Pour les grands groupes, elles sont à la fois une preuve de leur investissement dans l’innovation et leur moyen de trouver de nouvelles sources d’idées à l’extérieur pour éviter de se faire ‘disrupter’ par un inconnu émergeant sur leur marché. Elles représentent le futur : les start-ups jouent en effet un rôle important en termes de recherche et de développement. Elles travaillent sur de nouveaux usages et les solutions les plus prometteuses et abouties pourront ensuite être mises à l’échelle par l’entreprise qui les ‘accélère’. Les entreprises, qui ont bien compris les enjeux liés aux start-ups, les ont placées au cœur de leur stratégie.
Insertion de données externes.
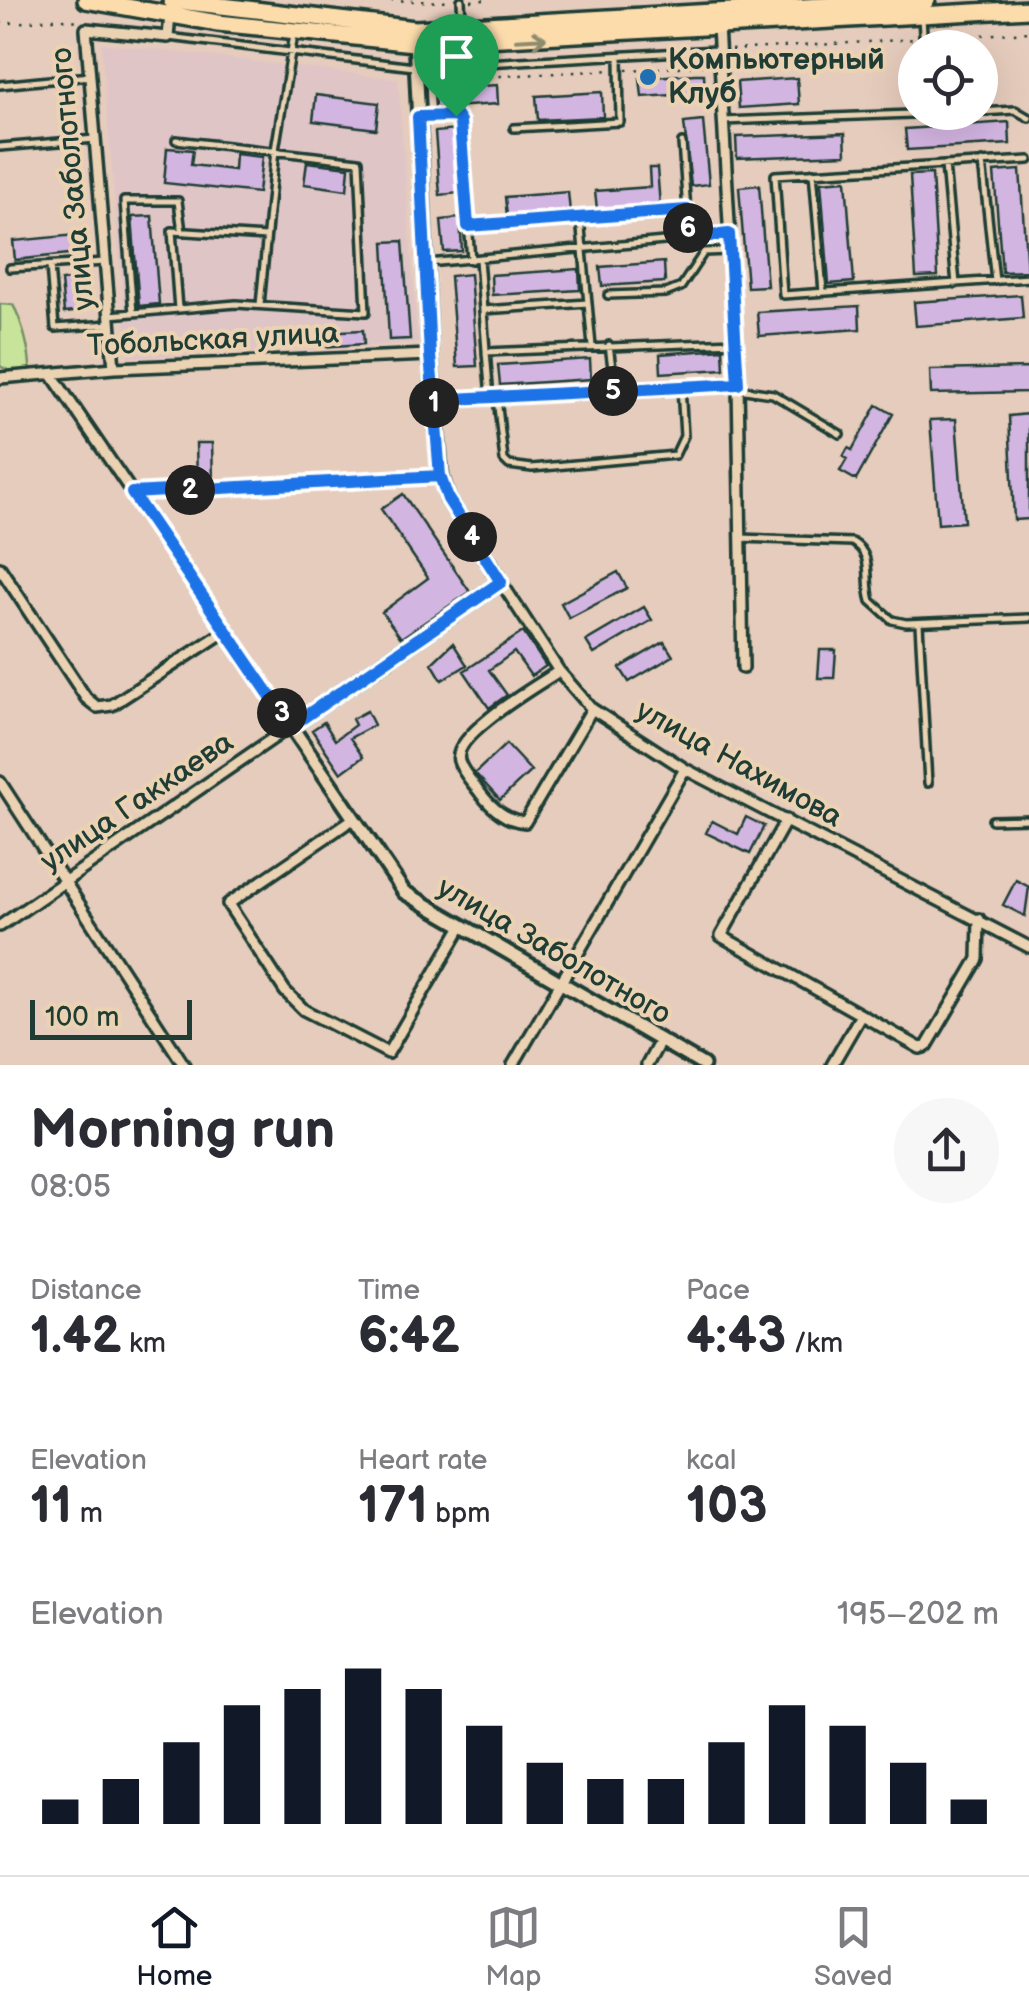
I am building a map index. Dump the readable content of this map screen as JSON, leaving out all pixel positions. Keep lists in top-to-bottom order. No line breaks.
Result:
{"streets":{"street":["улица Заболотного","Тобольская улица","улица Нахимова","улица Гаккаева"]},"crossings":[["улица Заболотного","Тобольская улица"],["улица Заболотного","улица Гаккаева"],["Тобольская улица","улица Нахимова"],["улица Нахимова","улица Гаккаева"]],"places":["Компьютерный Клуб"],"scale_bar":"100 m","page":{"pins":["6","5","1","2","4","3"],"scale":"100 m","heading":["Morning run","08:05"],"stats":[["Distance","1.42 km"],["Time","6:42"],["Pace","4:43 /km"],["Elevation","11 m"],["Heart rate","171 bpm"],["kcal","103"]],"chart":["Elevation","195–202 m"],"tabs":["Home","Map","Saved"]}}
Mais qu’en est-il des villes ? Les villes en tant que telles n’étaient pas présentes au salon mais les Régions représentaient les territoires, ce qui peut paraitre logique au regard de leur compétence de ‘chef de file’ du développement économique. Néanmoins  leur absence, qui pourrait laisser penser qu’elles laissent le soin aux entreprises d’innover pour leur compte, est à nuancer. Les Métropoles et grandes villes sont très engagées dans l’aide au développement des écosystèmes d’innovation. Les villes s’appuient sur les nouvelles solutions apportées par les entreprises mais sont aussi très actives elles-mêmes en tirant parti des start-ups de leur territoire.

Il existe en effet de nombreux lieux d’innovation dans les villes sur le territoire français et à l’étranger. Ces lieux sont soutenus par les villes, même si elles n’en sont pas toujours à l’origine. De tels espaces sont des lieux d’expérimentations et d’innovations autour des habitudes de la vie quotidienne, de la gestion des ressources rares, la vie citoyenne, la consommation et tous les sujets qui peuvent être réinventés grâce aux nouvelles technologies.

Quelques-uns de ces lieux sont remarquables comme par exemple la zone Darwin de Bordeaux ou les ‘TUBA’ (Tubes A Expérimentation Urbaine) à Mulhouse et à Lyon. Des projets sont en cours de déploiement, comme à la Cartoucherie de Toulouse, qui se transformera en éco-quartier d’ici 2020. A l’étranger également, en Europe (Berlin, Copenhague pour ne citer qu’elles) et dans le reste du monde, la tendance est la même. Ainsi la ville de San Francisco a développé un programme, l’Office of Civic Innovation, pour réinventer la ville et son modèle économique. La ville travaille avec les start-ups, les citoyens et les grandes entreprises sur des projets ayant pour but d’améliorer la qualité de la vie des habitants et de digitaliser leur écosystème. 

Le projet Darwin à Bordeaux

Darwin se définit comme « un terrain de jeu grandeur nature de l’innovation ». En effet, dans ce quartier bordelais très visité, start-ups et citoyens collaborent pour créer un quartier tourné vers l’économie verte. Cet écosystème est vaste : une zone est mise à disposition pour les grapheurs, des espaces de co-working peuvent être utilisés par des freelances, des éléments aussi divers qu’une épicerie bio, un restaurant, un gigantesque skate-park et une ferme urbaine s’y côtoient. De nombreux projets deviennent ici des start-ups qui sont incubées par Le ‘Campement’, un organisme soutenu par la ville de Bordeaux et la Région Nouvelle-Aquitaine. Les start-ups réfléchissent à des modèles économiques plus responsables, sociaux et solidaires. Pour y être incubées, elles doivent vouloir développer un projet à forte dimension sociale et environnementale. Elles doivent également être capables de créer des emplois et d’attirer des compétences à Bordeaux.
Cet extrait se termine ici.